_WHAT YOU HAVE TO DO_
Every line holding the string "compass" should be copied out of the listing.

_MATERIAL PROVIDED_
####################
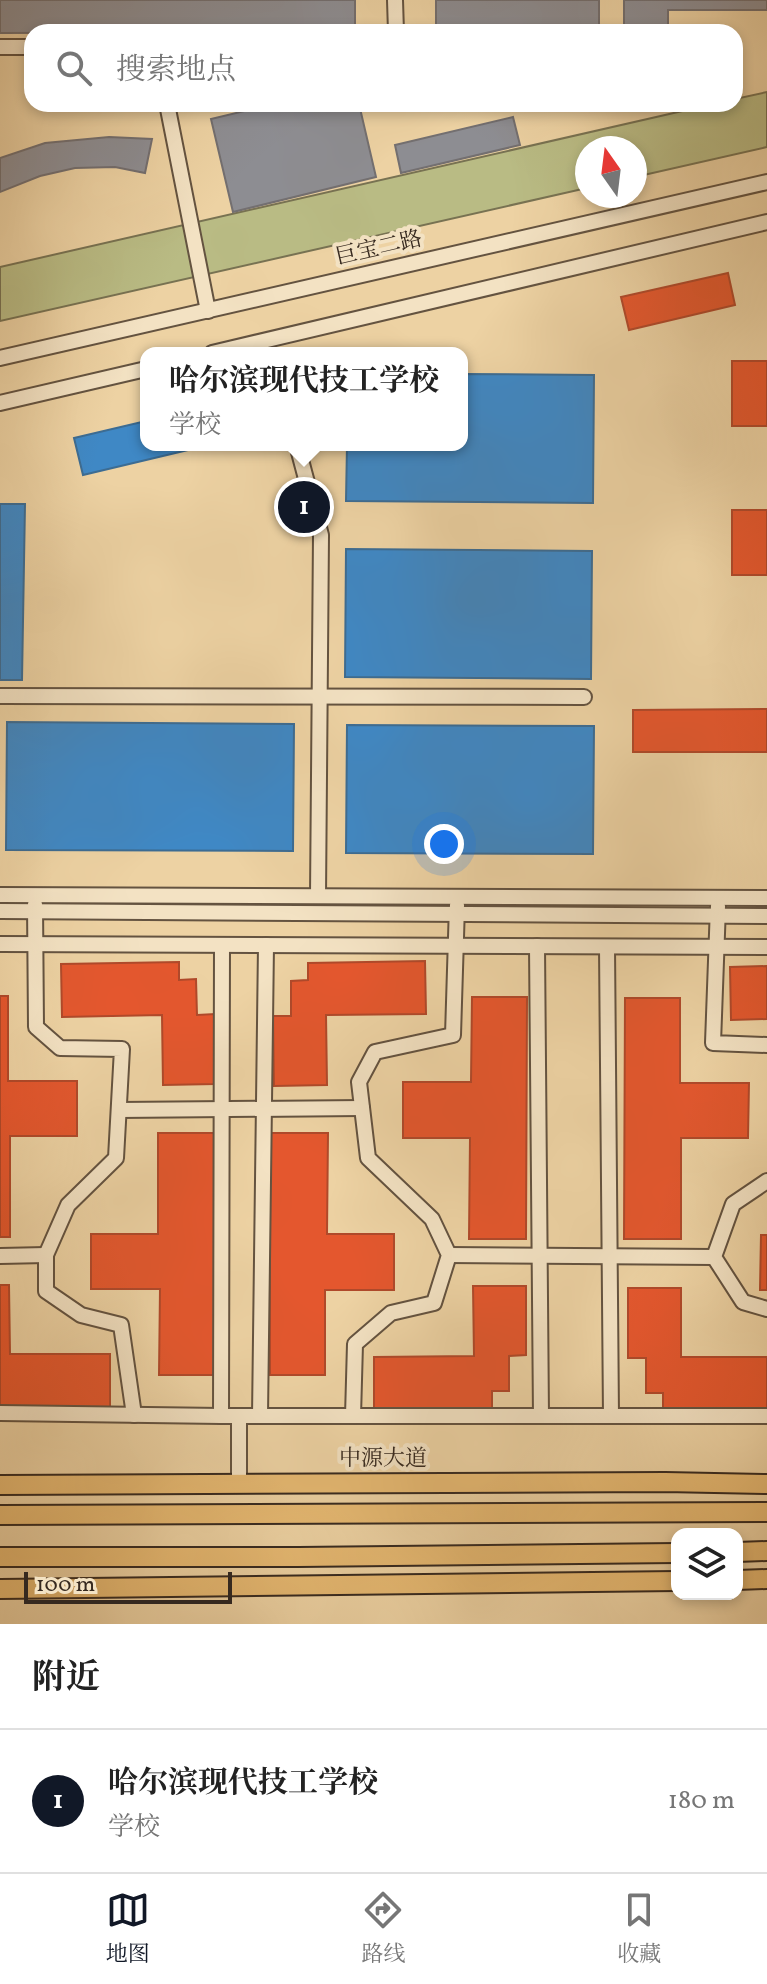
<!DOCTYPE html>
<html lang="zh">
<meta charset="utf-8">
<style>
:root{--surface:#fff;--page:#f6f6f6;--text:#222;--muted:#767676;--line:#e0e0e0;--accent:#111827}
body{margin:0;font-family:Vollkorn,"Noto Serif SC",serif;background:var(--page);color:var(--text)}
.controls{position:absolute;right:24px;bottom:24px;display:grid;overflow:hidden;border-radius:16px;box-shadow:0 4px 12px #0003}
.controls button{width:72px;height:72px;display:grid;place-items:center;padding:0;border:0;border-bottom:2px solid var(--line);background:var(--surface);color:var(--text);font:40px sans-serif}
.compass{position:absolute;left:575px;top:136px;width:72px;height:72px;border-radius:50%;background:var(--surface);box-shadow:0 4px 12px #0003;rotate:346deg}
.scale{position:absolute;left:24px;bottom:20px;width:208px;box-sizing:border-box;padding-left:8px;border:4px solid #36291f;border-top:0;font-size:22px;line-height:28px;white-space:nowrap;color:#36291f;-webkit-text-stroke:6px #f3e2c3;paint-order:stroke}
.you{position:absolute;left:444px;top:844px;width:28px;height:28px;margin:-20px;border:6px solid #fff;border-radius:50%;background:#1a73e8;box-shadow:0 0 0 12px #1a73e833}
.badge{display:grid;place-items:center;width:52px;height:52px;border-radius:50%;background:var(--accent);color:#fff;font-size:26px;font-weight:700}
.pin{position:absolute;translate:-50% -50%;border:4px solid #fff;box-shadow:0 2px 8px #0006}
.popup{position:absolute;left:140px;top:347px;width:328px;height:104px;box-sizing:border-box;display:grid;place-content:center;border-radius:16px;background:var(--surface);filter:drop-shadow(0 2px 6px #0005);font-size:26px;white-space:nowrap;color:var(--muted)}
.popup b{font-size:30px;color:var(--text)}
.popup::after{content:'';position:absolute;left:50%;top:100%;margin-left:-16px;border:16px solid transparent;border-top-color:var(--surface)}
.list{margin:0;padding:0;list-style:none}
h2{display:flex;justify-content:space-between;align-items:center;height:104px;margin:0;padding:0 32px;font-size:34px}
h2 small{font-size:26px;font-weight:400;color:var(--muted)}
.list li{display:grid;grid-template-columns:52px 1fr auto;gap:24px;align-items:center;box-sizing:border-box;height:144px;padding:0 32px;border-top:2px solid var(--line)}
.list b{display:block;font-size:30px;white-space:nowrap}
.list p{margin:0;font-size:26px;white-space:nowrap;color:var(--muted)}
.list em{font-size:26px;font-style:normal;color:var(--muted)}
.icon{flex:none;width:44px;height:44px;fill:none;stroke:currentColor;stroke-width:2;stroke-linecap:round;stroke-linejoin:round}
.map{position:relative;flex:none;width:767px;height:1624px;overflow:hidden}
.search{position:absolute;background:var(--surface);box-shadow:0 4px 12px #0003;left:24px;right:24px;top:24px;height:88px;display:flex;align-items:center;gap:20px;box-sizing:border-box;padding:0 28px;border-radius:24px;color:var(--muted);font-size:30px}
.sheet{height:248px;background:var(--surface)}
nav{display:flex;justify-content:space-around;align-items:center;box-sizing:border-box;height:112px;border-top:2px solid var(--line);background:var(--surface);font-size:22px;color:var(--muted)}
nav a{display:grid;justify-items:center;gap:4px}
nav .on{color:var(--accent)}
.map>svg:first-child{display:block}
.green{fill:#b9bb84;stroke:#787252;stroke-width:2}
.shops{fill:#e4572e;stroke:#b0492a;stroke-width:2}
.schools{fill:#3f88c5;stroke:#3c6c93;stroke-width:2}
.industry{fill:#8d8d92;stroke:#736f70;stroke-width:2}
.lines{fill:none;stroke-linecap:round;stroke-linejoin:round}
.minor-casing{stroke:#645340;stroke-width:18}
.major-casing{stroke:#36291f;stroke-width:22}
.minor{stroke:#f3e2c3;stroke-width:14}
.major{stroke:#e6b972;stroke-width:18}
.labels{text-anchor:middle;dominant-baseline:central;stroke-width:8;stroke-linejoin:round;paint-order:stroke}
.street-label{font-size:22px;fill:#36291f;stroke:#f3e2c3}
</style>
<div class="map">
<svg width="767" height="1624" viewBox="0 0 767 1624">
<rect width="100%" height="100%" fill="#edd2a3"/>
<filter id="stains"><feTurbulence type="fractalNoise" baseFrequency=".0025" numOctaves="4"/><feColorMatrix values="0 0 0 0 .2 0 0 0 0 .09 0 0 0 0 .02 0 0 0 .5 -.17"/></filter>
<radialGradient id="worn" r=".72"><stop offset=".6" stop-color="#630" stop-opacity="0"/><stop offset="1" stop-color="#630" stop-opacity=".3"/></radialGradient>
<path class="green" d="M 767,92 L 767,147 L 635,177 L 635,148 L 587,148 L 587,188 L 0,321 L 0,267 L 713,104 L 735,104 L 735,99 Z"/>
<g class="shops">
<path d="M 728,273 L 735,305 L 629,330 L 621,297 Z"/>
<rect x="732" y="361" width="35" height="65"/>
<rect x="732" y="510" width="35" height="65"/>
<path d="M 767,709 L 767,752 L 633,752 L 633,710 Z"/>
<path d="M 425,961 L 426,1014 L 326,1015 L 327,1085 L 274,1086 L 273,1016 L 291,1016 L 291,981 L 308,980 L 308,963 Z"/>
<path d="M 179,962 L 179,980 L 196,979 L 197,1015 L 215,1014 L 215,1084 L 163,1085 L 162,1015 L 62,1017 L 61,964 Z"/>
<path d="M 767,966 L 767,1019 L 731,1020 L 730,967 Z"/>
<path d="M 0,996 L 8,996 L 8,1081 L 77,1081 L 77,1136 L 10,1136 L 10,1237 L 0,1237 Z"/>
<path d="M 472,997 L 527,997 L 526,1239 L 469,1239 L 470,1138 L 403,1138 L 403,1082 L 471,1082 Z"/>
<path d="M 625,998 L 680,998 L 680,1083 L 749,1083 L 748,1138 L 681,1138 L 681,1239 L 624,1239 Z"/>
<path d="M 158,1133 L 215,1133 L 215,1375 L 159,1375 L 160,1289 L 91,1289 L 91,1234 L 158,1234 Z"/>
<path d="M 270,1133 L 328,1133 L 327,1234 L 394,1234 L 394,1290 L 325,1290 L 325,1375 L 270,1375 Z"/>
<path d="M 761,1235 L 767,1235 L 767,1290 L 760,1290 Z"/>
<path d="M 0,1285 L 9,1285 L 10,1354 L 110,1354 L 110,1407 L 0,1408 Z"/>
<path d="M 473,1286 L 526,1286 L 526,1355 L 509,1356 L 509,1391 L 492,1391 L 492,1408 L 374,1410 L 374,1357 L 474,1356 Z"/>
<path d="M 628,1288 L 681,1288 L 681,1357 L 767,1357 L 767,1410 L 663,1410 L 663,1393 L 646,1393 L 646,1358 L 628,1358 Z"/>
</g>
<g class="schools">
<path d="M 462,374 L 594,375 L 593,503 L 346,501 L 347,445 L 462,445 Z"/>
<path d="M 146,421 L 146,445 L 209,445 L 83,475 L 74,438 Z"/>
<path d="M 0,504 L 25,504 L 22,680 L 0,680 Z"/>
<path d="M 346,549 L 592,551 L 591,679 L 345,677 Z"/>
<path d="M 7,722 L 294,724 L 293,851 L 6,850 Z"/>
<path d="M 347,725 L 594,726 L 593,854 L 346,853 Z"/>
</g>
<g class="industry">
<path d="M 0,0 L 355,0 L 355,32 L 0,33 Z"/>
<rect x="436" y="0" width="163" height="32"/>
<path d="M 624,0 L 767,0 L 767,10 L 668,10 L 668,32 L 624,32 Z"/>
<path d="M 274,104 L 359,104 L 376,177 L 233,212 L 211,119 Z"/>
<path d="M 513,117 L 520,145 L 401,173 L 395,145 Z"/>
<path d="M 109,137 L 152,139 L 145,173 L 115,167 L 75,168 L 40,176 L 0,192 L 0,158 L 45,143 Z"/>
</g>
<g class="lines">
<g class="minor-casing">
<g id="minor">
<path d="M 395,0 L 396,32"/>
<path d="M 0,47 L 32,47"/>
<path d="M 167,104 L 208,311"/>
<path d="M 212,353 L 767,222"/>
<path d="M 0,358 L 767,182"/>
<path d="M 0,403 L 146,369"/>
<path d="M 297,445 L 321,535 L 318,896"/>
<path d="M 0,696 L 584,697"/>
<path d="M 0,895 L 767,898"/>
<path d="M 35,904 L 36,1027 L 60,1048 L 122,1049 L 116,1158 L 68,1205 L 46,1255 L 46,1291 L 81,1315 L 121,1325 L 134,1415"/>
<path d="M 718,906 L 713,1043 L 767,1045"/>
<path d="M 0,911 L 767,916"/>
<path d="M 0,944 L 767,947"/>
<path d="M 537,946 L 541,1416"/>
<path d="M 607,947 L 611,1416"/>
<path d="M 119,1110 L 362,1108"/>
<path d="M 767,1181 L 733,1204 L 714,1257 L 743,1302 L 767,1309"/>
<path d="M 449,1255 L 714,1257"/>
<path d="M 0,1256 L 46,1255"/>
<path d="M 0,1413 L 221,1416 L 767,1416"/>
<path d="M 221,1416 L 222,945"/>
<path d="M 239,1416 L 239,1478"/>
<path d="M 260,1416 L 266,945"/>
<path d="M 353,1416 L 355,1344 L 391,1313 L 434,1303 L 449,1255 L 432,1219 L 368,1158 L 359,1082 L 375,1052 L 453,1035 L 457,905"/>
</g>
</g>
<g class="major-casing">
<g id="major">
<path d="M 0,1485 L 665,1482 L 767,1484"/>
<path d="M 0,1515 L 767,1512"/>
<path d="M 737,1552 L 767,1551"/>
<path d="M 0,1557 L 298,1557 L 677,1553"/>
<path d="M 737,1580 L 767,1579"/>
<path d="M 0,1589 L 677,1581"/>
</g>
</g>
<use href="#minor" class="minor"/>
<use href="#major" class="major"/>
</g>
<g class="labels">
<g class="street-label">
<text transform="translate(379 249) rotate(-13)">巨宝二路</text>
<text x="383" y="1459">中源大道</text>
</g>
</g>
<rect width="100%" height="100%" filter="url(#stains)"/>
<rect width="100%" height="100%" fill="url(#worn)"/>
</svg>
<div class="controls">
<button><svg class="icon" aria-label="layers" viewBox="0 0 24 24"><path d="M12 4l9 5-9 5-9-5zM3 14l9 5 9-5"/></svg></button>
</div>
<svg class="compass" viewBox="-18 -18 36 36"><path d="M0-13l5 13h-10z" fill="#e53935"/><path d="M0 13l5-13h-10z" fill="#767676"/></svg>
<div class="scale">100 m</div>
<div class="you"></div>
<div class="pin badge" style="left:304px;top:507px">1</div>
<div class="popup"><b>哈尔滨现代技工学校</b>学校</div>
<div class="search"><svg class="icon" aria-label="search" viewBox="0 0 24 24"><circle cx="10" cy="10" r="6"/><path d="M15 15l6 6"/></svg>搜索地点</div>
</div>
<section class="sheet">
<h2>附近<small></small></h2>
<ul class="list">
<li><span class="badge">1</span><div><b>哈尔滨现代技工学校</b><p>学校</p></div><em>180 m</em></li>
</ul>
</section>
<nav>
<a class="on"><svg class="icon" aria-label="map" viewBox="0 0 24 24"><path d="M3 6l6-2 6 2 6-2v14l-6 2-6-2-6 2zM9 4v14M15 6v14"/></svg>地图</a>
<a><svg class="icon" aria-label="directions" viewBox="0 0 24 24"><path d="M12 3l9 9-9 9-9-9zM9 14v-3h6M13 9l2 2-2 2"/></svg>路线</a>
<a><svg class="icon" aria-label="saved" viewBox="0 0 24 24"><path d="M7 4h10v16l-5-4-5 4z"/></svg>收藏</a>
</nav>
####################
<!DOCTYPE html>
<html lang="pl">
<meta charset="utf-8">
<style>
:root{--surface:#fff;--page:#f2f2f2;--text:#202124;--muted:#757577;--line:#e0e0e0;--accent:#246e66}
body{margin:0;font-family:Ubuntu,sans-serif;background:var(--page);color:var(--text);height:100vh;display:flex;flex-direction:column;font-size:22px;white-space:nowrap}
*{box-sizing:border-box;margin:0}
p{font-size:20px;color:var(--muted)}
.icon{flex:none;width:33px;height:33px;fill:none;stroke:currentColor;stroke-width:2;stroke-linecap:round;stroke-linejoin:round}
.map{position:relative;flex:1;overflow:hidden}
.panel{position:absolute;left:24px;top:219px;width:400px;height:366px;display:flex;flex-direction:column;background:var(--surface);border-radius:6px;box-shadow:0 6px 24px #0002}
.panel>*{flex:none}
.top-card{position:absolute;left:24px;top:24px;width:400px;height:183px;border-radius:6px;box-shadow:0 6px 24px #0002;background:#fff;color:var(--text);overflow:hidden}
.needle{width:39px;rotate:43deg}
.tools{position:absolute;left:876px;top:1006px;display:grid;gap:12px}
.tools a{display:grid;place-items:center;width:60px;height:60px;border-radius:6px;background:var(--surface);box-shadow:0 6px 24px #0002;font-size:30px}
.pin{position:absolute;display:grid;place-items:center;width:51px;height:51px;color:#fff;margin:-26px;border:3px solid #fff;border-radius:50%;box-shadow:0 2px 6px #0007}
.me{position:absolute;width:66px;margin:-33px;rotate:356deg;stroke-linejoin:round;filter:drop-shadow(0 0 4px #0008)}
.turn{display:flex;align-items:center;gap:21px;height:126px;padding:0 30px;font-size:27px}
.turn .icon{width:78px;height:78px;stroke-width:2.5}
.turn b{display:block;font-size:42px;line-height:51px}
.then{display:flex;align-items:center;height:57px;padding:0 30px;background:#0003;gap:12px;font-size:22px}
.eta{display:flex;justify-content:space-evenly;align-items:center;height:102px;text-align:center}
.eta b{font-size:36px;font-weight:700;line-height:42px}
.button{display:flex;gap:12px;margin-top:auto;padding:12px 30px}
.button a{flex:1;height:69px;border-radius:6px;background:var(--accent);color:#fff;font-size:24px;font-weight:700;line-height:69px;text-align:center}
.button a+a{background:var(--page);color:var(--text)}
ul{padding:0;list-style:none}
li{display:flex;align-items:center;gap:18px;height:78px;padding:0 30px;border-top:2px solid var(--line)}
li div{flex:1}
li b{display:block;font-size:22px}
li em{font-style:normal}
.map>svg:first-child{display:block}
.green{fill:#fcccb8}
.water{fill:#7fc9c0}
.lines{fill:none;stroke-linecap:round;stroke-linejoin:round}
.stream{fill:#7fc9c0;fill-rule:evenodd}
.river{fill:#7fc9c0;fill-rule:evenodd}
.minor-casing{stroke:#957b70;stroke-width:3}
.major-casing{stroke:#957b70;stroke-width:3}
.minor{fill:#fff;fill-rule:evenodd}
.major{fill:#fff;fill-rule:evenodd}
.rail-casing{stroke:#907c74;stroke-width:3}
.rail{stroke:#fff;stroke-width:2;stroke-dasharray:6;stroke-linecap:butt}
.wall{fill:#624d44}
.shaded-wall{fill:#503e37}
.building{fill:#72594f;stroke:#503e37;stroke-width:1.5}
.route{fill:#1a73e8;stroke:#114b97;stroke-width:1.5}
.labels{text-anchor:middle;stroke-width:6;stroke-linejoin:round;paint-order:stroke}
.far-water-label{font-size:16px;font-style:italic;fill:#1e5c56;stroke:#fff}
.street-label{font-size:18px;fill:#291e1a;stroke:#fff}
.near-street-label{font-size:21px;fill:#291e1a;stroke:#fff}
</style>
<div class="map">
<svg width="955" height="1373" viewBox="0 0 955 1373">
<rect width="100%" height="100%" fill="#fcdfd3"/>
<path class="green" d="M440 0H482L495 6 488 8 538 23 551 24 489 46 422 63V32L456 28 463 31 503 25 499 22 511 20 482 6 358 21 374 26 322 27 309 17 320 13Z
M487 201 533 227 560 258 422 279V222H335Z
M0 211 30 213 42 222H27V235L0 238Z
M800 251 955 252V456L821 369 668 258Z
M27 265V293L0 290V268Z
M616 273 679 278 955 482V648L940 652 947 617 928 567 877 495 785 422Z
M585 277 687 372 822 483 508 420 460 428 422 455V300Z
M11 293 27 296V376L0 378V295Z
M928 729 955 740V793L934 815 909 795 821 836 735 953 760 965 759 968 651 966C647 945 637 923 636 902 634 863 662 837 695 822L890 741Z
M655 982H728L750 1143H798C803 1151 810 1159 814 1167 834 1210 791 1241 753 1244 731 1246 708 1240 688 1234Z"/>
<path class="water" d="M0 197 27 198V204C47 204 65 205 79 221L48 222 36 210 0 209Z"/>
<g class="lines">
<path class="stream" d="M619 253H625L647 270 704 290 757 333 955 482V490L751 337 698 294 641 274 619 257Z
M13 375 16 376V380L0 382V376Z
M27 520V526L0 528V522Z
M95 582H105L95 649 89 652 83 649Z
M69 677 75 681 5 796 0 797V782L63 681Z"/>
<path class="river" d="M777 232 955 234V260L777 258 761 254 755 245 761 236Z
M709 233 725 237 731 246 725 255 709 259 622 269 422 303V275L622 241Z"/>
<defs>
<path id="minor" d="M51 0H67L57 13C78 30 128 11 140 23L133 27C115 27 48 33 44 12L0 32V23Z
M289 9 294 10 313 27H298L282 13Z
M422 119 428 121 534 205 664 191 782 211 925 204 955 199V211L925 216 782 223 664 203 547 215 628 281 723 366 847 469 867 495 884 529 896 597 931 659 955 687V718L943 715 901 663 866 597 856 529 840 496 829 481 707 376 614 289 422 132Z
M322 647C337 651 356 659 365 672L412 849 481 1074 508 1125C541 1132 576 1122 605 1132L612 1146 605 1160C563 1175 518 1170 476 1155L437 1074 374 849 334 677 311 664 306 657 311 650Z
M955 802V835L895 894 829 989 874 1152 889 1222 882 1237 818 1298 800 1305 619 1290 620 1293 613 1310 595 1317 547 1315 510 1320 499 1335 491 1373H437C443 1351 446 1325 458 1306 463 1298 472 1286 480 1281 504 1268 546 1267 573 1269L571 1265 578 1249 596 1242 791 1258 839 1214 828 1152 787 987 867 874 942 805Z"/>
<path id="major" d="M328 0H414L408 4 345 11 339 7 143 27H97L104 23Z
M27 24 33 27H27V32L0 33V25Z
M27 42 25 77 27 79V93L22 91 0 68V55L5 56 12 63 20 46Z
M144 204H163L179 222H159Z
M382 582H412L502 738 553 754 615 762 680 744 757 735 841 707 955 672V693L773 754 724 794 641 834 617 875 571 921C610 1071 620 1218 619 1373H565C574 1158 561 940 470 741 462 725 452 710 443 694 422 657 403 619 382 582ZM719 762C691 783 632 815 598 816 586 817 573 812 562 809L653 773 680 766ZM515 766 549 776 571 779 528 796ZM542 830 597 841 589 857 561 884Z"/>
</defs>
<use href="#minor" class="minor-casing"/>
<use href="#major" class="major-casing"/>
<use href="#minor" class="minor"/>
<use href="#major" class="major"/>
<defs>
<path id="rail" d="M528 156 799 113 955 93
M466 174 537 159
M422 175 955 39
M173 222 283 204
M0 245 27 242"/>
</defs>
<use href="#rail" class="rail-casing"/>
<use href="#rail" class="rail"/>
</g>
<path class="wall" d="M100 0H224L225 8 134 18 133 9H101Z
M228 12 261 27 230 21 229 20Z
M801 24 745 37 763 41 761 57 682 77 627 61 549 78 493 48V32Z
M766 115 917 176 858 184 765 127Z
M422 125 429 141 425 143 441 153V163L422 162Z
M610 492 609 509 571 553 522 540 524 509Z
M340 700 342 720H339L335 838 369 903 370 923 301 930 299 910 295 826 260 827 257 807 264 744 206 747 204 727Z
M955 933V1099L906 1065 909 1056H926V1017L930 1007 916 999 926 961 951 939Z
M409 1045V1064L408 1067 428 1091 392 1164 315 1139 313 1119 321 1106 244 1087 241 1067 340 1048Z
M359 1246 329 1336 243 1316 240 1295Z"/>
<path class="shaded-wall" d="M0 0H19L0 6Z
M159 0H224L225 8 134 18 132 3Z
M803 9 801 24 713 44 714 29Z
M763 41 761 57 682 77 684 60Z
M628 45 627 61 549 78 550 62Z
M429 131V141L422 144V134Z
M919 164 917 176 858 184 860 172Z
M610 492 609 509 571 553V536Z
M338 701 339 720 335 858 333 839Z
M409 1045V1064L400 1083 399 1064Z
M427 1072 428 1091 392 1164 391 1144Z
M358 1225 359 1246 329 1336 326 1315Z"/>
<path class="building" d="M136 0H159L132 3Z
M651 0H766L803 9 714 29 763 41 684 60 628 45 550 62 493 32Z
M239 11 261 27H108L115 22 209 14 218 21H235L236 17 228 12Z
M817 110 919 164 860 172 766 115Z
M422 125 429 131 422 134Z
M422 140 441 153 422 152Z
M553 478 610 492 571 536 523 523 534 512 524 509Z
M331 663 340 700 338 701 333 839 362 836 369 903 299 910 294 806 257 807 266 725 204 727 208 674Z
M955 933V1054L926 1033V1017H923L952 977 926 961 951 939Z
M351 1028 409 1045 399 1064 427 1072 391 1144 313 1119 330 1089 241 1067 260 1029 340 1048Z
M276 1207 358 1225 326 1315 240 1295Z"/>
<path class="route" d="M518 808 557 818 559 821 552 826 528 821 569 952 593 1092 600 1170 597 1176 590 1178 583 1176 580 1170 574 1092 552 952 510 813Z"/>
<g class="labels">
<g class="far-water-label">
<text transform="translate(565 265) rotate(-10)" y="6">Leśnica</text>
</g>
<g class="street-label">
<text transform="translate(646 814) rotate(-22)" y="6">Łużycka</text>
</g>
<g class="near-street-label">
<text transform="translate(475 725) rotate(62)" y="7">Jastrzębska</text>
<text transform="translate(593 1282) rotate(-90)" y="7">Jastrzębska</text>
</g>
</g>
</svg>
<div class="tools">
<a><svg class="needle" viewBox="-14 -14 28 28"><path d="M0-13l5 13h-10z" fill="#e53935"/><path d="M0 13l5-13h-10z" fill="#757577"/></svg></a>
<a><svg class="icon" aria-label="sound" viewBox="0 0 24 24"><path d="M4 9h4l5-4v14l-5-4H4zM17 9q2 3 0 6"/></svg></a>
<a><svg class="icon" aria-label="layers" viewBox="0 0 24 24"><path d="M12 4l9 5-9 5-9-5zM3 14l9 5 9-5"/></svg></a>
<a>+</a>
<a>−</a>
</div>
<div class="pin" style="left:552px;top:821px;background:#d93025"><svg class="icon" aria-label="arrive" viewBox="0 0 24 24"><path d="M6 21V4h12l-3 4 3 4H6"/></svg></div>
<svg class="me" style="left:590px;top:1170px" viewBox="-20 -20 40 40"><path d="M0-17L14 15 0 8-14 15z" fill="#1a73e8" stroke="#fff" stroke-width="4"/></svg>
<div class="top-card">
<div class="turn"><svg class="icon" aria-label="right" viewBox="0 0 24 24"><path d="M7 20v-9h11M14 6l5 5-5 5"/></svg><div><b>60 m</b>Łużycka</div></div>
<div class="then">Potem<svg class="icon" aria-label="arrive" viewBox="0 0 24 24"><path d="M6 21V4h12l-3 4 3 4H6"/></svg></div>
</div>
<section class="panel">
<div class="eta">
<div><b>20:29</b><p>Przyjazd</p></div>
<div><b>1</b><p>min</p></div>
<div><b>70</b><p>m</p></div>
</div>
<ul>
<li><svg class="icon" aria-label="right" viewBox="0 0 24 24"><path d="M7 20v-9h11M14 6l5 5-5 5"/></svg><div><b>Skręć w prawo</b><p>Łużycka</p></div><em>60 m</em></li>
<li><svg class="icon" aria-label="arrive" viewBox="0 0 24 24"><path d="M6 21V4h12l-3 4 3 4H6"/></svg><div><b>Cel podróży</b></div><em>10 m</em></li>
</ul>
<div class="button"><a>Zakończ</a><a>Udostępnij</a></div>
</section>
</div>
####################
_SOLUTION FOR THIS TASK_
.compass{position:absolute;left:575px;top:136px;width:72px;height:72px;border-radius:50%;background:var(--surface);box-shadow:0 4px 12px #0003;rotate:346deg}
<svg class="compass" viewBox="-18 -18 36 36"><path d="M0-13l5 13h-10z" fill="#e53935"/><path d="M0 13l5-13h-10z" fill="#767676"/></svg>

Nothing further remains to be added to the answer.